Partie directement concernée par la privatisation de l'eau grecque

"Vous devez réduire le secteur public. Vous devez transformer les banques publiques en banques privées, vous devez ouvrir les marchés", avez-vous recommandé après quatre minutes et demie de discours. Vous savez pertinemment que c'est précisément la privatisation de notre banque publique, la CGER, à votre ami Maurice Lippens, qui a été le point de départ de la crise financière chez Fortis. Les profits sont allés aux actionnaires, et lorsqu'on a trop spéculé, c'est le contribuable belge qui a pu payer les pots cassés.

Mais il y a ici bien plus, puisque vous-même êtes directement impliqué dans la vague de privatisations en Grèce. En particulier comme administrateur du holding Sofina de la famille Boël, l'un des plus grands actionnaires de GDF-Suez.

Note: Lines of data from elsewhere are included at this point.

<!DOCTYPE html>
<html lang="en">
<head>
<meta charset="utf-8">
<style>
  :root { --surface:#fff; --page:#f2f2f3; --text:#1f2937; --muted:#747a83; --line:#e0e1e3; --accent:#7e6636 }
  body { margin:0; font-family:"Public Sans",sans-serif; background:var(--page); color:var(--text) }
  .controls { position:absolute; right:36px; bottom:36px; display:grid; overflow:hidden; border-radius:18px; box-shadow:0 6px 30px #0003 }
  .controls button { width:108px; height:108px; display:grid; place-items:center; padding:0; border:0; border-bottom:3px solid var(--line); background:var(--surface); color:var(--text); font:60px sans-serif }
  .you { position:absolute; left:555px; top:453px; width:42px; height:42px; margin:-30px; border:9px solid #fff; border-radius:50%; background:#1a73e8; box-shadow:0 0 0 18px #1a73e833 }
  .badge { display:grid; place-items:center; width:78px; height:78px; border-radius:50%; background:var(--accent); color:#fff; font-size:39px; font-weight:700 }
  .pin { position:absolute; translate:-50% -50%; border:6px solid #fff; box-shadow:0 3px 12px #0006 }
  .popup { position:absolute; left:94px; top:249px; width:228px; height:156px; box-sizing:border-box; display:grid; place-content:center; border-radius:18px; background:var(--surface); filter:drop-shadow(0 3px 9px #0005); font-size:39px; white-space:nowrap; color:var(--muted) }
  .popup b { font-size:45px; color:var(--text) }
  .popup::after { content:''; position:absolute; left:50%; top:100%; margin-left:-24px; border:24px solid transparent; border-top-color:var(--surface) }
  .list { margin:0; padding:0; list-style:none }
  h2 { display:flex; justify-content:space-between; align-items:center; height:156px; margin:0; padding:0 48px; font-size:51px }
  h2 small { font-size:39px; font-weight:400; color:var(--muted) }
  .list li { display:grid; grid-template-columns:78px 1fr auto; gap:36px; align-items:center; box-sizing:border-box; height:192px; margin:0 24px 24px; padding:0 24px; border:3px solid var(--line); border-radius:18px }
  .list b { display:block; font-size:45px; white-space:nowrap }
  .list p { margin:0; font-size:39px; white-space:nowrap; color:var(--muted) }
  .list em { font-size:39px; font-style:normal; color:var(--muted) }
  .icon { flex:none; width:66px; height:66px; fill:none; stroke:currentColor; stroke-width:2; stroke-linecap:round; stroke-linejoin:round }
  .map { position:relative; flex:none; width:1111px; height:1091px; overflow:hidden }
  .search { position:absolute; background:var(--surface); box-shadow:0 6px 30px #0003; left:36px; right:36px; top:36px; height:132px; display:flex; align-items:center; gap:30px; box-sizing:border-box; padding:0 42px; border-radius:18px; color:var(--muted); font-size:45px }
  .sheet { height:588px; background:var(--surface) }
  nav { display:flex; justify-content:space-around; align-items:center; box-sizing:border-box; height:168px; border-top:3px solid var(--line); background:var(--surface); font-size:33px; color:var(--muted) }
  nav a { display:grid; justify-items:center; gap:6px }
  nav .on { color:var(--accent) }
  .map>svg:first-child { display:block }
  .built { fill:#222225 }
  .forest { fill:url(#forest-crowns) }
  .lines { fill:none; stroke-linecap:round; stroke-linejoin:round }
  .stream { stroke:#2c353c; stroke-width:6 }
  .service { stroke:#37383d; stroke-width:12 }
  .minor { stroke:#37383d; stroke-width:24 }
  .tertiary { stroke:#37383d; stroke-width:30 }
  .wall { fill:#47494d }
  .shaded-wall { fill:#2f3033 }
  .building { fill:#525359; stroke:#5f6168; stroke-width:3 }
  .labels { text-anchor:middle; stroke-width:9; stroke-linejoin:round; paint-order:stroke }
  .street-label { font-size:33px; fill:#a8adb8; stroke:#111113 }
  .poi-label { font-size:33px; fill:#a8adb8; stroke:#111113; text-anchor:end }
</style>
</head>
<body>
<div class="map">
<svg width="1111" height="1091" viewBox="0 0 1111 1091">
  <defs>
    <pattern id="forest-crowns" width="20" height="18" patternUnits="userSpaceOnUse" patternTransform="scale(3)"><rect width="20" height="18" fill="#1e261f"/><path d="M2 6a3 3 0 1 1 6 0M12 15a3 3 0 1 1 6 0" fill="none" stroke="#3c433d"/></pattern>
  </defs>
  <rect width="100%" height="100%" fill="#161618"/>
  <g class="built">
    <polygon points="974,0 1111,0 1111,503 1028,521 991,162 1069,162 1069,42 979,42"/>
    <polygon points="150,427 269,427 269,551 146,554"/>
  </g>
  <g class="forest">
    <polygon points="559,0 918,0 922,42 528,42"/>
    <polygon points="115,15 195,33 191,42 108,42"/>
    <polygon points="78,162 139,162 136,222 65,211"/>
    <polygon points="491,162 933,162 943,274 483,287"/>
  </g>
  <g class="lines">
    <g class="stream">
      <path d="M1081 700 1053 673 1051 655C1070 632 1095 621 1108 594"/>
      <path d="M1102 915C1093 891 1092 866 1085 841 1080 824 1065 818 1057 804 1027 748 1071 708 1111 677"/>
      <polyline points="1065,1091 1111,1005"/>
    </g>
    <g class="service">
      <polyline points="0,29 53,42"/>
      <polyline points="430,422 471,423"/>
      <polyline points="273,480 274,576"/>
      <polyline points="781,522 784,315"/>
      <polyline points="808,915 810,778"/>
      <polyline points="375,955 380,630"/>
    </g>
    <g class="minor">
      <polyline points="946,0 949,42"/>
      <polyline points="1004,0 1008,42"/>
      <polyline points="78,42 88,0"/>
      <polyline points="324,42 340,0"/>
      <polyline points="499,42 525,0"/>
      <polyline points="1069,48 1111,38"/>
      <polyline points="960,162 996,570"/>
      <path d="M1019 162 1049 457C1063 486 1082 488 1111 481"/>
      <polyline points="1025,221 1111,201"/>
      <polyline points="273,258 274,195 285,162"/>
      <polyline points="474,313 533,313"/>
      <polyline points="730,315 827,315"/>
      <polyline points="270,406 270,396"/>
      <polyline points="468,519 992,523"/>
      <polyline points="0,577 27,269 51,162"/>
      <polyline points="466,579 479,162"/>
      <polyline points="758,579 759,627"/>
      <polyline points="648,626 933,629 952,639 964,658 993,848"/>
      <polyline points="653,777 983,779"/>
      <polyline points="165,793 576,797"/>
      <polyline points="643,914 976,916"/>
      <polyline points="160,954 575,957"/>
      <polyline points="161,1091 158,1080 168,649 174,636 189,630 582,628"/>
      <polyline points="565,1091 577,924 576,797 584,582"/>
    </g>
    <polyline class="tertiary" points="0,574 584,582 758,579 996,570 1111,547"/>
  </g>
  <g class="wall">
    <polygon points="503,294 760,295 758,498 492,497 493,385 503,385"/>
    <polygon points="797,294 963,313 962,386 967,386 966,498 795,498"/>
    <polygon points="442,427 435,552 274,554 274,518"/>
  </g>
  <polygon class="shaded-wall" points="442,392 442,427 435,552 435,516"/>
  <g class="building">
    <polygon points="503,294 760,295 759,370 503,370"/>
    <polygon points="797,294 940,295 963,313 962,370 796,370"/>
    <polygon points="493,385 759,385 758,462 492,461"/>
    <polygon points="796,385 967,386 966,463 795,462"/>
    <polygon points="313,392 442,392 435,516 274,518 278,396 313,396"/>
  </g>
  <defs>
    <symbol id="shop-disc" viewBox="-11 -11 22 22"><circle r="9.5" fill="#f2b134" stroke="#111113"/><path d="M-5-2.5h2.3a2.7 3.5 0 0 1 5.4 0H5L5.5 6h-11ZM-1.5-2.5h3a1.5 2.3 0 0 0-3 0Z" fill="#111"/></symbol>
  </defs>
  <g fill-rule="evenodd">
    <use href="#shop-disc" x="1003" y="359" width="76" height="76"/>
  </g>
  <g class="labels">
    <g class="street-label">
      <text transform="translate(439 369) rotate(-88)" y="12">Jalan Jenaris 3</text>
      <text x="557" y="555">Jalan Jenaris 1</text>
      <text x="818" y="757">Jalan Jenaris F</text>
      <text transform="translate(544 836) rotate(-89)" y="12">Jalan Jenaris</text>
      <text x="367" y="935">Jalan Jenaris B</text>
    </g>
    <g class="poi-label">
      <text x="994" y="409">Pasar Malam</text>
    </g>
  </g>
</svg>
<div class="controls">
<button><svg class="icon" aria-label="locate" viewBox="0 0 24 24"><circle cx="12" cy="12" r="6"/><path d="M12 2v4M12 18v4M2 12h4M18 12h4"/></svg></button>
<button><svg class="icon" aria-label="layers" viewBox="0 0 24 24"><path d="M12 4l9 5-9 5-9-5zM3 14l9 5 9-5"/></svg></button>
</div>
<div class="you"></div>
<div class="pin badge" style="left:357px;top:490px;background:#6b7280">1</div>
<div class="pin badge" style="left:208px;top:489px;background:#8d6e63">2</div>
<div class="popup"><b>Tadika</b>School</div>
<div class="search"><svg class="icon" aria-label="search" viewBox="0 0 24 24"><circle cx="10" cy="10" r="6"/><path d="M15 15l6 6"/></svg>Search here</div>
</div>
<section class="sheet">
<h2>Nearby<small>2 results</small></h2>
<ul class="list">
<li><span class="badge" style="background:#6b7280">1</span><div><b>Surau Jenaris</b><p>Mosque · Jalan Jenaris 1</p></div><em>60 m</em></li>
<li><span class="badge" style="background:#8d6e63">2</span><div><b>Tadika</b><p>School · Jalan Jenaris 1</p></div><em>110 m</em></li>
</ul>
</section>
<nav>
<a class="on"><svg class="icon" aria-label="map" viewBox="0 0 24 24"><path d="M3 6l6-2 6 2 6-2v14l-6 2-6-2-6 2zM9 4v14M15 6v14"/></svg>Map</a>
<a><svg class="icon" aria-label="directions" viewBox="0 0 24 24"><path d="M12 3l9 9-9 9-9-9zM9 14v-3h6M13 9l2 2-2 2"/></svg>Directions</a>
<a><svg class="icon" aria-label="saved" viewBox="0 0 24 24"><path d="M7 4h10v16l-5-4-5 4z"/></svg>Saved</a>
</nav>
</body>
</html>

Suez Environnement est dans l'un des deux consortiums qui ont réalisé la dernière phase de la privatisation de la société publique grecque des eaux EYATH - notamment pour ce qui est de l'approvisionnement en eau de Thessalonique, la deuxième plus grande ville de Grèce. Les 200 000 habitants de Thessalonique ont participé à un référendum sur la privatisation, et 98 % des gens se sont exprimés contre le fait de réaliser du profit avec l'eau publique. Et la privatisation se déroule quand même. Suez fait l'offre avec les oligarques d'Aktor, un des plus grands groupes d'affaires de Grèce qui se situe au carrefour des médias, du monde des affaires et de la politique. En grec, on appelle cela "diaploki", ce qui veut dire "acquérir des intérêts".

L'administrateur d'Exmar sur les privilèges des armateurs

"Il faut mettre fin aux privilèges des armateurs", avez-vous fulminé hier dans l'hémicycle européen. Je suis presque tombé de ma chaise. Évidemment, en tant qu'administrateur d'Exmar Belgique de la famille Saverys, la famille qui a phagocyté les chantiers navals Boelwerf, vous en connaissez un bout sur les armateurs. Je commence d'ailleurs mon chapitre sur la Grèce en évoquant les armateurs. Karel De Gucht était membre de la Commission européenne pour votre groupe, dans la Commission Barroso 1 (2004-2009) et Barroso 2 (2010 - 2014). C'est ce même Barroso qui passe des vacances avec le richissime armateur Spiros Latsis, et qui a fait en sorte en 2004 que la Commission européenne approuve encore 10,3 millions d'euros de subside à l'empire maritime de la famille Latsis ! Qu'a dit votre groupe à ce sujet pendant dix ans ? Et vous, qu'avez-vous dit à ce sujet ?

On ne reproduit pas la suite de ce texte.